What to produce →
Please return, with no alterations, the lines below from the very first through the one that contains "position:absolute; left:1504px; top:30px;".

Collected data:
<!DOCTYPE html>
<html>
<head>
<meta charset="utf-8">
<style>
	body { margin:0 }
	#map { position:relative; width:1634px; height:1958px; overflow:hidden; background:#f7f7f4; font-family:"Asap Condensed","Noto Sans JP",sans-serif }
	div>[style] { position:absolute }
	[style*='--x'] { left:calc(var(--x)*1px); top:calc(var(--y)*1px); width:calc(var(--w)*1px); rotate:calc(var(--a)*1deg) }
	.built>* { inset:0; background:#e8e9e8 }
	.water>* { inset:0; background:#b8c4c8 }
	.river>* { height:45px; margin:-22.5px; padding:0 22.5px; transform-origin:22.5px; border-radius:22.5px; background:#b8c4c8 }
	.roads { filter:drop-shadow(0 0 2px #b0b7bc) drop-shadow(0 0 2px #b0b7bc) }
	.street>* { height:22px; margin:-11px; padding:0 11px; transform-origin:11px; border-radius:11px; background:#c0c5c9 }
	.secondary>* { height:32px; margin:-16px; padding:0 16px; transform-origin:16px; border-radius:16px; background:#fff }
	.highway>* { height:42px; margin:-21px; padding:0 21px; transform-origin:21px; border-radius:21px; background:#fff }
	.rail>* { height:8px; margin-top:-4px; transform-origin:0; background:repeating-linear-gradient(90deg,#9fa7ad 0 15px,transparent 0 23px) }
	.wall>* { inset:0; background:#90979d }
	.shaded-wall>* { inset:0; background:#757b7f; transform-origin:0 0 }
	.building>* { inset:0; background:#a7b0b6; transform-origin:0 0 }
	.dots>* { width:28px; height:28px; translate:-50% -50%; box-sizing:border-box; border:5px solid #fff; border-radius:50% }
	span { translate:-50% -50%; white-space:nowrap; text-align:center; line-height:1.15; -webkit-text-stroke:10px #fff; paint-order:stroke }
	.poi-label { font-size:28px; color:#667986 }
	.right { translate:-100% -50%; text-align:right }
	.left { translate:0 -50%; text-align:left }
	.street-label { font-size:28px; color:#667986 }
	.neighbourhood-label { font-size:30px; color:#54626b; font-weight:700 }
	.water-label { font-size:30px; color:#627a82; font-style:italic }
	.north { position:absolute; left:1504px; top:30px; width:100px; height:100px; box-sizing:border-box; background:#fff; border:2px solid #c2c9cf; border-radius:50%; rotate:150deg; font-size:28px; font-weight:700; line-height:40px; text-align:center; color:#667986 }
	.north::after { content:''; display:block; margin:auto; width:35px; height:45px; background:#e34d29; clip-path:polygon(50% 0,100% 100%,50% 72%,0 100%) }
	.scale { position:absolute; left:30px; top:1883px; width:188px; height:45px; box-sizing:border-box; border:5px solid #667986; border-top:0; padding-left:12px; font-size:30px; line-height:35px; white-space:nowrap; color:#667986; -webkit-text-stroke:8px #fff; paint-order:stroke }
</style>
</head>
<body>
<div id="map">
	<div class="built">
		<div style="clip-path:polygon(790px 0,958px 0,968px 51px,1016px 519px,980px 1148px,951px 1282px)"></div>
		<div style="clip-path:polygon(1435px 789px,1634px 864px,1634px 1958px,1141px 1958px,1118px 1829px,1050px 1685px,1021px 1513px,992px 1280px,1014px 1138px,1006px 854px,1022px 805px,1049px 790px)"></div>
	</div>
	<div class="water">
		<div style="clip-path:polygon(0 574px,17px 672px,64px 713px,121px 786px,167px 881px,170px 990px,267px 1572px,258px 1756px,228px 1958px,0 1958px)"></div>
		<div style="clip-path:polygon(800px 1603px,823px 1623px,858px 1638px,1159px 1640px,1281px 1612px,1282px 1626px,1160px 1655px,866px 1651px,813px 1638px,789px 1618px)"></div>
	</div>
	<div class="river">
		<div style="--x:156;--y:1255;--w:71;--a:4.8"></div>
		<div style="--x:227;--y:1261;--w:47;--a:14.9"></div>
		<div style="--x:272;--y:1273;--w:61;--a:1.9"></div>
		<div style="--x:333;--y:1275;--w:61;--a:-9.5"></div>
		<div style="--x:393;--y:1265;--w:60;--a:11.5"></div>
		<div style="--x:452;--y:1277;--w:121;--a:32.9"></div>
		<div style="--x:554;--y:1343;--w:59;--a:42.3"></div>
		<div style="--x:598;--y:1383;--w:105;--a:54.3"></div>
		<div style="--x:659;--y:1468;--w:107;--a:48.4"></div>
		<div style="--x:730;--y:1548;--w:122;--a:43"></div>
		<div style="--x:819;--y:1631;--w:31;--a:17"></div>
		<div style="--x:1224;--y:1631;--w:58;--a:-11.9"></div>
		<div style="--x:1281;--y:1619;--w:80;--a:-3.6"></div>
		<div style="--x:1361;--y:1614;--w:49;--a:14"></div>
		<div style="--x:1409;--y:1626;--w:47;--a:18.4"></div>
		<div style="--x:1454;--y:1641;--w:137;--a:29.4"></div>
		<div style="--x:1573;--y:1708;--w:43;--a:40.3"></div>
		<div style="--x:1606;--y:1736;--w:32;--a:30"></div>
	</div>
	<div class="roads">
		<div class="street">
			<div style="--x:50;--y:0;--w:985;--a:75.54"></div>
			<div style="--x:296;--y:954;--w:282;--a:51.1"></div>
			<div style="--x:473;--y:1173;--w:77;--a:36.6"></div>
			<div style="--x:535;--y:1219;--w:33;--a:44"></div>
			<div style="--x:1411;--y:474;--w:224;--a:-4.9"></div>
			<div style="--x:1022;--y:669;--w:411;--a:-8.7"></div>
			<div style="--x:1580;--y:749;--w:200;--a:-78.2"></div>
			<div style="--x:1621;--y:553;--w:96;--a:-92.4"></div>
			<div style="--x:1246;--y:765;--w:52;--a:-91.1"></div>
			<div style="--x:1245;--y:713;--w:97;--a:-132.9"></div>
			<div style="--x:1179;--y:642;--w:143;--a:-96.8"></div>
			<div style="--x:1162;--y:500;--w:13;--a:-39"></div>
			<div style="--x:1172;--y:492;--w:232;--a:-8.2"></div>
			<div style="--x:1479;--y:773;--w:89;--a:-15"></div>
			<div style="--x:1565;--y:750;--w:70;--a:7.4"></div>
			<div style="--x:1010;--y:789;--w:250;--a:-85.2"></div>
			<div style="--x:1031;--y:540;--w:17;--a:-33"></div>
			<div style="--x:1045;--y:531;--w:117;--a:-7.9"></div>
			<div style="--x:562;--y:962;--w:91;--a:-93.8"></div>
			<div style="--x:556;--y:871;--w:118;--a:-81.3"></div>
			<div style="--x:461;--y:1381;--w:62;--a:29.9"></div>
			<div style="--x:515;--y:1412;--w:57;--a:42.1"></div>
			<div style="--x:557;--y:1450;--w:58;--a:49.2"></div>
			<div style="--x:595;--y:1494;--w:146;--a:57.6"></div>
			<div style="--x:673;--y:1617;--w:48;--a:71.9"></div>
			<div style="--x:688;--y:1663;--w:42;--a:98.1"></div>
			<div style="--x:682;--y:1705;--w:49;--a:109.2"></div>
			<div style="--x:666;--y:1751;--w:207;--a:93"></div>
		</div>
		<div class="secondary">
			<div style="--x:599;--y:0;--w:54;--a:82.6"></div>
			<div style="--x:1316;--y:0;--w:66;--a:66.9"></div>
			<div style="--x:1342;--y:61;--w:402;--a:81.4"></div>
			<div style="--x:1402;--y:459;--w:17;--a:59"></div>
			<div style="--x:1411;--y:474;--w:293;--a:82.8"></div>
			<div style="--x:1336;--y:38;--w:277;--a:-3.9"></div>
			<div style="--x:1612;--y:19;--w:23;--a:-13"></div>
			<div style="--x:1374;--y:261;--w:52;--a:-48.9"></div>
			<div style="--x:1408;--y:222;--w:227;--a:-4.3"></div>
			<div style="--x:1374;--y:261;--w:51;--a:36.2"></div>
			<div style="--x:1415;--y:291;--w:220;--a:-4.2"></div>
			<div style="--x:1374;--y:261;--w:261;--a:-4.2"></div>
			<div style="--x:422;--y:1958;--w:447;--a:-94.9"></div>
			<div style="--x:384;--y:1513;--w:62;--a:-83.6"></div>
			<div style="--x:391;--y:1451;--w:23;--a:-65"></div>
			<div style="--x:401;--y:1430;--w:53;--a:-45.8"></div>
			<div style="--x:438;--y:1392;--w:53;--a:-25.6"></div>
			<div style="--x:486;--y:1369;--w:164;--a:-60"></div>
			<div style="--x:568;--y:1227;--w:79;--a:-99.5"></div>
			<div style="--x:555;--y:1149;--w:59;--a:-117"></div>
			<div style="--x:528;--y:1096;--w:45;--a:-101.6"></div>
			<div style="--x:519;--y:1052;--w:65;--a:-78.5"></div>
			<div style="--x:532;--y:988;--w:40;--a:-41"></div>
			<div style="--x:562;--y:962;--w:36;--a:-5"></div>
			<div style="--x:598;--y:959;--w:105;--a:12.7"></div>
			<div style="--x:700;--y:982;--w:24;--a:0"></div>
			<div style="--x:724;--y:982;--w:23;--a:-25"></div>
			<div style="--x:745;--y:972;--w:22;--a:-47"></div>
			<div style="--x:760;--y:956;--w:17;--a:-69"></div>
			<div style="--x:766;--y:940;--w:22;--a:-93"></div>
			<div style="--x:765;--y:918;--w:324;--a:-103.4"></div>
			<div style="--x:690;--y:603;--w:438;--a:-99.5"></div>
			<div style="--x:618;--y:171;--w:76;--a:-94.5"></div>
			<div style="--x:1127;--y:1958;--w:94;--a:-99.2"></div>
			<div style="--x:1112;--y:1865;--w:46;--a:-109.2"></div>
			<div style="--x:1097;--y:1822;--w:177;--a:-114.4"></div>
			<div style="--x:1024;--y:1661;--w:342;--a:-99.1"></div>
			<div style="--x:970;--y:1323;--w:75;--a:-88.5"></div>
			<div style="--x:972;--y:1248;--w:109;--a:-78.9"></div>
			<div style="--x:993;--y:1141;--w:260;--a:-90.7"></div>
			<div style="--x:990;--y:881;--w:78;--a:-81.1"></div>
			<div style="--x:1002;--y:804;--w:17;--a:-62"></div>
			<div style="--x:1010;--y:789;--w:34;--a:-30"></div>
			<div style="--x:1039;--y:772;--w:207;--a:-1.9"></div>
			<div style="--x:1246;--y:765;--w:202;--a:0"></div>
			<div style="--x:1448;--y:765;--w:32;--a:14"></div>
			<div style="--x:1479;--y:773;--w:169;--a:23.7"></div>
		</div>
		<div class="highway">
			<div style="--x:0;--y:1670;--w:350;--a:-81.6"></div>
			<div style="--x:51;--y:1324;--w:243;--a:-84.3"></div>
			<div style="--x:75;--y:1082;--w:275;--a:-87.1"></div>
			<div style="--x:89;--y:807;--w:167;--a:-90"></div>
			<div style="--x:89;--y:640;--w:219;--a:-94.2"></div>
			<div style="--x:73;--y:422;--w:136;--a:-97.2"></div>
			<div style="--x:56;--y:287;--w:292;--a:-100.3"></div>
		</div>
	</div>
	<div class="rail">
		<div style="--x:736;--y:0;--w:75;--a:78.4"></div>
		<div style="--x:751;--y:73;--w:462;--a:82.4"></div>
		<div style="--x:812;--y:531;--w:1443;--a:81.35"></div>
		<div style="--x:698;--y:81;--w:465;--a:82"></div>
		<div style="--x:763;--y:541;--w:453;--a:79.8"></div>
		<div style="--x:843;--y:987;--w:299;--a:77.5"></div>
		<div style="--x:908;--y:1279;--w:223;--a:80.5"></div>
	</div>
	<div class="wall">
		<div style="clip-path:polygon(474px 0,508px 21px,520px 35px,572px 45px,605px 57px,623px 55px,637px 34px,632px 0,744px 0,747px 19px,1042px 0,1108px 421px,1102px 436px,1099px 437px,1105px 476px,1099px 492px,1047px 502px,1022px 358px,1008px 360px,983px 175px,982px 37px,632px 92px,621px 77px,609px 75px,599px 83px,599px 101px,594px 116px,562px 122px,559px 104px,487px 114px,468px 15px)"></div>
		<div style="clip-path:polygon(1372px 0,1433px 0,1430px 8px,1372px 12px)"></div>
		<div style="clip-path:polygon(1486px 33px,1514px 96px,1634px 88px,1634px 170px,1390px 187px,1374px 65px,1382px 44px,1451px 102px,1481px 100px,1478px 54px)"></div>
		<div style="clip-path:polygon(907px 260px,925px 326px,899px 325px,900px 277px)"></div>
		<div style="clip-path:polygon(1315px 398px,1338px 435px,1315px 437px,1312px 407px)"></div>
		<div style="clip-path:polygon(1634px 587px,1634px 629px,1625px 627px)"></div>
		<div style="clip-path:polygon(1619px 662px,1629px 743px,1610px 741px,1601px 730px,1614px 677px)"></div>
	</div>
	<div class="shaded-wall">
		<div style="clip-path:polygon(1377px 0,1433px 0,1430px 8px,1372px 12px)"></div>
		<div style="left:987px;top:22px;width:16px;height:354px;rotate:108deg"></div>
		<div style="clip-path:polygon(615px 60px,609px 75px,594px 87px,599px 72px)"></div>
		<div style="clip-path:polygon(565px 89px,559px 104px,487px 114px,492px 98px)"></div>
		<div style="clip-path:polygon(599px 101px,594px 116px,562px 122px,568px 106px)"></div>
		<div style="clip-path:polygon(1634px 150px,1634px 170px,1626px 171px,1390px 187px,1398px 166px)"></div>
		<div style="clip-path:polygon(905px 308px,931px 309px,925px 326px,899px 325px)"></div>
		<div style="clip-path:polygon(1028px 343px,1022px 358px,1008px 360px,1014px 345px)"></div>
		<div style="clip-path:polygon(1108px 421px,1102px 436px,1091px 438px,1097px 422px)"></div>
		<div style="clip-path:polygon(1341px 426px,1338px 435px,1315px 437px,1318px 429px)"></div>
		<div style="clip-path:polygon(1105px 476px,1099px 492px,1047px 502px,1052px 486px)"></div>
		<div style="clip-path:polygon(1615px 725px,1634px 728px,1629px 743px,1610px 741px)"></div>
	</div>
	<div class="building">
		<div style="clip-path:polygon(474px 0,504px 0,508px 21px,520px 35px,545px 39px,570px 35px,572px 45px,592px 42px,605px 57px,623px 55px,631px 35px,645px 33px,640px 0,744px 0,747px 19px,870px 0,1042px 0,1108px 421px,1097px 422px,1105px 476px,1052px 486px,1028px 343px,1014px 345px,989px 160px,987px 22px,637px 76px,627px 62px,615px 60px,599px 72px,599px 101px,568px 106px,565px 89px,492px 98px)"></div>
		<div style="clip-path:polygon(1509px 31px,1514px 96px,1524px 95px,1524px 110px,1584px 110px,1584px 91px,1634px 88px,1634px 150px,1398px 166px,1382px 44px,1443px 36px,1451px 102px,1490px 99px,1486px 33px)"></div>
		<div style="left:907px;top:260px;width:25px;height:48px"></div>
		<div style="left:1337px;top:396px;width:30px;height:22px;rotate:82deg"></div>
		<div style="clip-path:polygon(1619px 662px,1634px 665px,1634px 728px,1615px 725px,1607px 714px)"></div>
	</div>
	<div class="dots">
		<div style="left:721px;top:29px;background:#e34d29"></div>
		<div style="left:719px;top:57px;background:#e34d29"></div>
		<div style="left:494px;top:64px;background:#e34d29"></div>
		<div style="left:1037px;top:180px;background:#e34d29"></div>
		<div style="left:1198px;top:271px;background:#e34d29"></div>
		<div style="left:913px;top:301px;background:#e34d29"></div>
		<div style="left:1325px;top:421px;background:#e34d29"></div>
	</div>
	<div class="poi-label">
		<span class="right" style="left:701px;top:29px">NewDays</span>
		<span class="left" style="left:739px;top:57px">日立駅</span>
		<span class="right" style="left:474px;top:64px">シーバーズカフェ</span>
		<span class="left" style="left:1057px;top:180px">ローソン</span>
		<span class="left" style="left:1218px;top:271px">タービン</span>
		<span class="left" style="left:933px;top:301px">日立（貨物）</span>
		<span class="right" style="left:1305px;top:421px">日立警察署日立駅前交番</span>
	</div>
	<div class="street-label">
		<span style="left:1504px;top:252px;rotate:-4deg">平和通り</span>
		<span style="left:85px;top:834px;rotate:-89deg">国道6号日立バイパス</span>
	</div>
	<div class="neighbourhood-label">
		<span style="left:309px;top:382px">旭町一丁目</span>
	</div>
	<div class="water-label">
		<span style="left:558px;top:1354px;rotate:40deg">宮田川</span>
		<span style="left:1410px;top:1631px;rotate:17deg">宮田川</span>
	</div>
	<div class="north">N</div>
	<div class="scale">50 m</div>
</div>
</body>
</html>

Exercise result →
<!DOCTYPE html>
<html>
<head>
<meta charset="utf-8">
<style>
	body { margin:0 }
	#map { position:relative; width:1634px; height:1958px; overflow:hidden; background:#f7f7f4; font-family:"Asap Condensed","Noto Sans JP",sans-serif }
	div>[style] { position:absolute }
	[style*='--x'] { left:calc(var(--x)*1px); top:calc(var(--y)*1px); width:calc(var(--w)*1px); rotate:calc(var(--a)*1deg) }
	.built>* { inset:0; background:#e8e9e8 }
	.water>* { inset:0; background:#b8c4c8 }
	.river>* { height:45px; margin:-22.5px; padding:0 22.5px; transform-origin:22.5px; border-radius:22.5px; background:#b8c4c8 }
	.roads { filter:drop-shadow(0 0 2px #b0b7bc) drop-shadow(0 0 2px #b0b7bc) }
	.street>* { height:22px; margin:-11px; padding:0 11px; transform-origin:11px; border-radius:11px; background:#c0c5c9 }
	.secondary>* { height:32px; margin:-16px; padding:0 16px; transform-origin:16px; border-radius:16px; background:#fff }
	.highway>* { height:42px; margin:-21px; padding:0 21px; transform-origin:21px; border-radius:21px; background:#fff }
	.rail>* { height:8px; margin-top:-4px; transform-origin:0; background:repeating-linear-gradient(90deg,#9fa7ad 0 15px,transparent 0 23px) }
	.wall>* { inset:0; background:#90979d }
	.shaded-wall>* { inset:0; background:#757b7f; transform-origin:0 0 }
	.building>* { inset:0; background:#a7b0b6; transform-origin:0 0 }
	.dots>* { width:28px; height:28px; translate:-50% -50%; box-sizing:border-box; border:5px solid #fff; border-radius:50% }
	span { translate:-50% -50%; white-space:nowrap; text-align:center; line-height:1.15; -webkit-text-stroke:10px #fff; paint-order:stroke }
	.poi-label { font-size:28px; color:#667986 }
	.right { translate:-100% -50%; text-align:right }
	.left { translate:0 -50%; text-align:left }
	.street-label { font-size:28px; color:#667986 }
	.neighbourhood-label { font-size:30px; color:#54626b; font-weight:700 }
	.water-label { font-size:30px; color:#627a82; font-style:italic }
	.north { position:absolute; left:1504px; top:30px; width:100px; height:100px; box-sizing:border-box; background:#fff; border:2px solid #c2c9cf; border-radius:50%; rotate:150deg; font-size:28px; font-weight:700; line-height:40px; text-align:center; color:#667986 }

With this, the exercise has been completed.